Rudiger had that extra freedom – and only had to take a single touch in his own box – because he had the most defensive wing-back and midfielder on his side, which is one more way Frank Lampard’s XI and tactics were perfectly tailored for his players and the opposition.
Kurt Zouma, Central centreback: 8
Zouma played a deeper version of Rudiger, thrusting straight up the centre of the pitch but rarely crossing midfield to directly involve himself in the play. Zouma and Fikayo Tomori both made four clearances, keeping Tottenham’s limited offensive attempts to have any real-world impact.
Fikayo Tomori, Left centreback: 8.5
Last Sunday, Frank Lampard decried how his team’s passing could be summed up as “centre back to centre back, full back to full back, back to centre back, back to full back…” He had a point, as Kurt Zouma and Antonio Rudiger shared several score passes, with Emerson joining Zouma for the next most frequent combination.
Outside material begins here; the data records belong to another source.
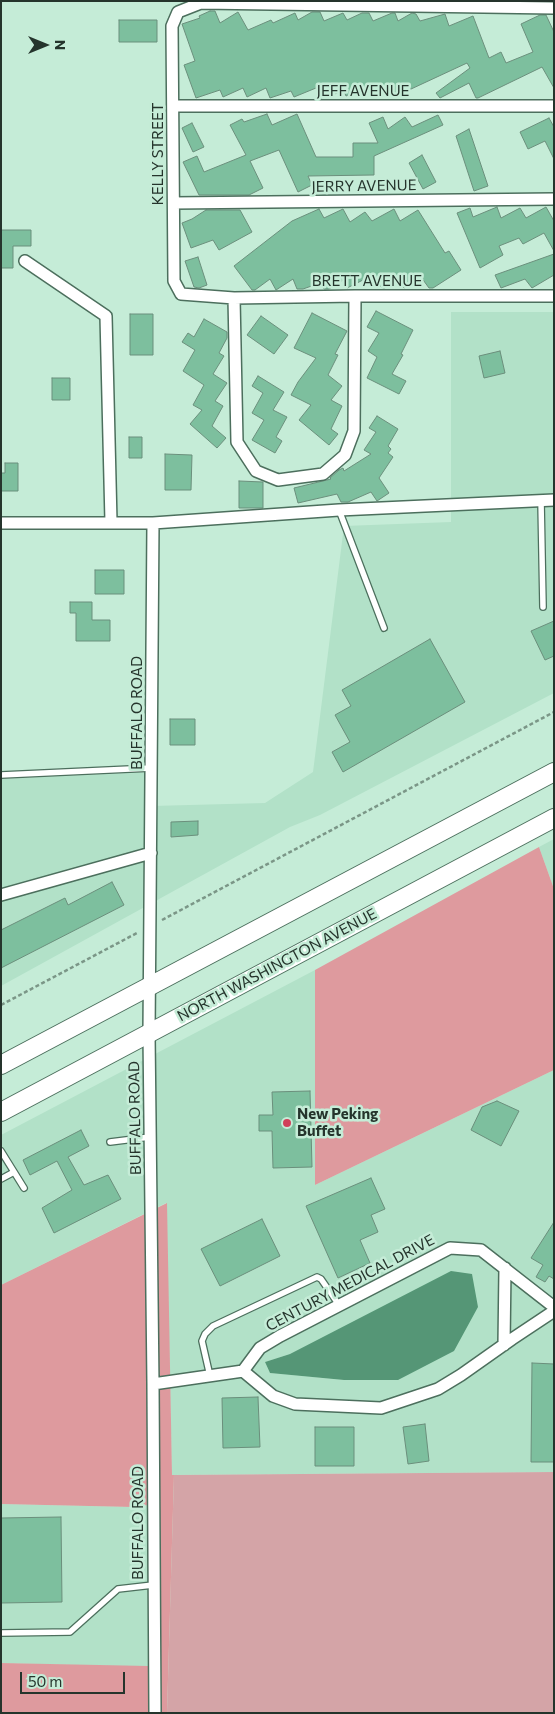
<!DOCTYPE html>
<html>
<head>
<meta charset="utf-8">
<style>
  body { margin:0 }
  #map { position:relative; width:555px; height:1714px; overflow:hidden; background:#c5ecd7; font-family:Commissioner,sans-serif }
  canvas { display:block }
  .frame { position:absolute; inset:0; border:2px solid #25342c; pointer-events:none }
  .north { position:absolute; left:20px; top:20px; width:50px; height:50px; -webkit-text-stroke:4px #c5ecd7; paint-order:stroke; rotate:90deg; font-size:14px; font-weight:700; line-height:20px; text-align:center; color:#25342c }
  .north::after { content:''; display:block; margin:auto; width:18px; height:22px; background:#25342c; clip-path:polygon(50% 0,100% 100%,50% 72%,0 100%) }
  .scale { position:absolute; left:20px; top:1672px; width:105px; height:22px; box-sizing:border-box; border:2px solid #25342c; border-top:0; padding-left:6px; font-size:15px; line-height:18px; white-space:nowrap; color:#25342c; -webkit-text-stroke:4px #c5ecd7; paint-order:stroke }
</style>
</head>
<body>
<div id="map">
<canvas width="555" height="1714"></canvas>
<div class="frame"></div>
<div class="north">N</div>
<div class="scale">50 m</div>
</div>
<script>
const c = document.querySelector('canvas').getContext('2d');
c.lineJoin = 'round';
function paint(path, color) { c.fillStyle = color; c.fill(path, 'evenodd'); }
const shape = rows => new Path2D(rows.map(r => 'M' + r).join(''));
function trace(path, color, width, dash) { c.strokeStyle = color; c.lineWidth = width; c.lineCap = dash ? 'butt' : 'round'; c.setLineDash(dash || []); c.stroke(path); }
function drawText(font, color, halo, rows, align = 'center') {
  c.font = font + ' Commissioner,sans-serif'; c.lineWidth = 5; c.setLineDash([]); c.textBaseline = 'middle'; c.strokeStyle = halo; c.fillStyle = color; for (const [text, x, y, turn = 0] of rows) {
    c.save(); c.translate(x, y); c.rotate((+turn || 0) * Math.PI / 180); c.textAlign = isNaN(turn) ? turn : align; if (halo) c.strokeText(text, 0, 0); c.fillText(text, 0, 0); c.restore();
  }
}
paint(shape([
  [451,312,554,312,554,693,320,815,290,827,1,986,1,779,158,772,152,806,265,803,313,772,344,526,451,522],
  [554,839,554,889,539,847],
  [315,970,315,1185,554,1070,554,1472,172,1475,166,1203,1,1285,1,1135],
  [290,1354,398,1380,344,1380,270,1373,265,1362],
  [1,1504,133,1507,148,1504,148,1667,1,1663]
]), '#b2e1c8');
paint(shape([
  [554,1472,554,1713,167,1713,174,1475]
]), '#d4a4a7');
paint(shape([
  [539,847,554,889,554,1070,315,1185,315,970],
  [167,1203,172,1475,174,1475,167,1713,1,1713,1,1663,148,1666,148,1505,133,1507,1,1504,1,1285]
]), '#de9a9e');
paint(shape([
  [451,1271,472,1274,478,1307,454,1351,398,1380,344,1380,270,1373,265,1362,290,1354]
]), '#559676');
const building = shape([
  [210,11,215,11,220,23,238,12,248,30,271,20,273,23,295,13,298,20,312,12,320,12,324,21,343,13,347,20,362,13,369,13,373,21,392,13,395,13,398,21,412,13,416,14,420,21,445,14,449,26,473,16,489,58,501,52,506,63,533,52,521,24,540,15,546,15,554,32,554,88,542,67,478,98,476,98,469,83,440,98,436,93,470,68,467,63,396,96,393,89,373,97,369,86,346,96,344,91,321,98,316,88,294,97,291,91,270,98,266,88,247,97,243,88,223,97,220,90,196,98,184,65,195,61,182,24,200,18,199,16,210,11],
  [119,20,157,20,157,42,119,42,119,20],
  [267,114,272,125,297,114,316,157,353,157,353,143,378,143,369,123,383,117,388,129,405,117,412,127,438,115,443,125,374,156,374,175,308,176,312,185,298,192,279,150,250,161,263,188,249,195,199,195,183,162,197,156,204,172,246,155,230,125,242,119,244,122,267,114],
  [549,118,554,127,554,159,545,141,528,149,520,132,549,118],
  [192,123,204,147,193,152,182,128,192,123],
  [469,129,488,186,474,191,456,136,469,129],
  [422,155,436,182,423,189,409,163,422,155],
  [497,207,501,218,520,208,526,218,546,207,554,221,554,251,544,233,523,244,519,238,499,246,503,255,480,268,457,213,470,208,473,217,497,207],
  [319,209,324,218,343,209,350,222,365,212,372,221,394,209,400,221,418,210,445,253,449,251,461,270,433,288,429,288,421,277,404,288,395,276,385,288,383,288,369,277,347,288,343,280,329,289,324,289,320,283,303,289,297,289,293,279,276,290,270,279,255,290,252,290,234,266,292,221,319,209],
  [206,210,240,210,252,232,219,250,213,240,191,248,182,223,192,219,206,210],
  [1,230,31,230,31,246,13,246,13,268,1,268,1,230],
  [554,254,554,275,532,288,525,279,501,288,495,275,554,254],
  [198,257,207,285,199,288,194,287,185,261,198,257],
  [376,311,413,330,401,354,403,355,392,374,406,381,399,394,367,378,377,357,368,351,379,333,367,327,376,311],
  [312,313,347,331,335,354,338,355,328,375,342,386,331,400,342,406,331,429,338,434,329,445,299,420,311,405,291,395,298,382,316,358,294,348,312,313],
  [130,314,153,314,153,355,130,355,130,314],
  [261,316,288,335,274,354,247,335,261,316],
  [204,319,227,332,227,338,219,353,224,356,213,374,227,383,215,401,223,406,212,426,226,438,217,448,190,424,202,410,193,405,204,385,183,371,195,350,182,342,188,333,194,337,204,319],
  [500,351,505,373,484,378,479,356,500,351],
  [258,376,284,392,273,410,287,417,276,437,282,441,275,453,252,440,264,420,252,413,263,393,252,386,258,376],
  [52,378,70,378,70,400,52,400,52,378],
  [377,416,398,429,388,446,391,449,388,453,393,457,379,478,389,493,377,501,371,492,348,502,341,502,337,494,298,503,294,488,331,479,330,478,339,470,343,468,344,471,371,454,364,450,376,432,369,428,377,416],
  [129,437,142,437,142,458,129,458,129,437],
  [165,454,192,455,191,490,165,490,165,454],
  [5,463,18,463,18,491,1,491,1,473,5,473,5,463],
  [239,481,263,482,263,508,239,508,239,481],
  [95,570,124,570,124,594,95,594,95,570],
  [70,602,92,602,92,620,110,620,110,641,76,641,76,613,70,613,70,602],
  [554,621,554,656,545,660,531,631,554,621],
  [430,639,465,702,343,772,332,752,350,742,335,715,351,706,342,690,430,639],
  [170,719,195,719,195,745,170,745,170,719],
  [198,821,198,835,171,837,171,822,198,821],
  [112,882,124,905,1,968,1,930,65,898,68,905,112,882],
  [310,1091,312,1167,273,1168,272,1131,259,1131,259,1115,273,1115,272,1092,310,1091],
  [497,1101,519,1111,501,1146,471,1130,482,1107,497,1101],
  [81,1130,89,1146,68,1157,84,1185,108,1175,121,1199,54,1233,42,1208,72,1190,57,1161,30,1175,23,1160,81,1130],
  [371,1178,385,1209,371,1215,378,1232,360,1240,370,1263,338,1278,306,1206,371,1178],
  [262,1219,280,1256,220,1286,201,1249,262,1219],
  [554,1222,554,1279,549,1276,545,1282,536,1277,543,1265,531,1258,554,1222],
  [532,1363,554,1364,554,1462,531,1462,532,1363],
  [258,1397,260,1447,223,1448,222,1398,258,1397],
  [425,1424,429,1461,408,1464,403,1427,425,1424],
  [315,1427,354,1427,354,1466,315,1466,315,1427],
  [61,1517,62,1602,1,1603,1,1518,61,1517]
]);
paint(building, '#7dbf9e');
trace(building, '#6b8f7c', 1);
const lane = shape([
  [541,501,543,607],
  [339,510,384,628],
  [1,775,152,768],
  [110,1142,150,1137],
  [1,1151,24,1188],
  [1,1179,14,1172],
  [210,1376,202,1341,205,1334,213,1326,317,1277,321,1279,339,1305],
  [1,1633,70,1632,118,1589,153,1585]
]);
const street = shape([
  [554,8,201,3,178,12,172,26,174,281,181,294,234,298,355,296,554,296],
  [173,106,554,106],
  [174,203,554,199],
  [25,261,106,316,111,522],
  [234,298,237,442,256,471,278,480,323,474,345,455,354,431,355,296],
  [1,523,153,523,339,510,554,500],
  [153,523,149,1034,153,1384,155,1713],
  [1,895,151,853],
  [504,1345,505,1268],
  [243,1371,273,1396,295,1404,381,1408,438,1389,461,1375,512,1339,554,1311],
  [153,1384,243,1371,260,1348,280,1336,450,1248,481,1250,554,1307]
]);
const primary = shape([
  [1,1065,554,772],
  [1,1112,554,818]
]);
trace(lane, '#4c6f5d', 8);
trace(street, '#4c6f5d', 14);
trace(primary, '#4c6f5d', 20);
trace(shape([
  [162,920,554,712],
  [1,1005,137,933]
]), '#7b9687', 2.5, [4, 2.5]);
trace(lane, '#fff', 5.5);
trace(street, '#fff', 11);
trace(primary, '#fff', 18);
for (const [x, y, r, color] of [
  [287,1123,5,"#d04059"]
]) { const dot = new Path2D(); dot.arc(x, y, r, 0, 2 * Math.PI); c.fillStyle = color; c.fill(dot); trace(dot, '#c5ecd7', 2); }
drawText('15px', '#25342c', '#c5ecd7', [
  ["JEFF AVENUE",363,91],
  ["KELLY STREET",158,154,-90],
  ["JERRY AVENUE",364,186,-1],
  ["BRETT AVENUE",367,281],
  ["BUFFALO ROAD",137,713,-90],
  ["NORTH WASHINGTON AVENUE",277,965,-28],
  ["BUFFALO ROAD",135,1118,-91],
  ["CENTURY MEDICAL DRIVE",350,1283,-28],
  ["BUFFALO ROAD",138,1523,-90]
]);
drawText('bold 15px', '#25342c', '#c5ecd7', [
  ["New Peking",297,1114],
  ["Buffet",297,1131]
], 'left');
</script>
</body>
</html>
Against Tottenham, Tomori was part of the most frequent passing dyad, but this time it was with wingback Marcos Alonso. This meant all 21 of Tomori’s passes to Alonso were forward passes, unlike most of those defender-to-defender passes against Bournemouth.
After one early square pass that went straight across and behind the backline and out of play, every pass Tomori made was at a useful angle, again showing the intersection of player abilities, tactical constraints and tactical demands.
Tomori’s connection to Marcos Alonso and everything Marcos Alonso did along the wings, was reminiscent of how well the centreback – wingback – winger combination on the left worked under Antonio Conte. Alonso is the only holdover from that era, but Tomori’s midfielder-quality ball-handling skills gave Chelsea an even smoother ability to play the ball up.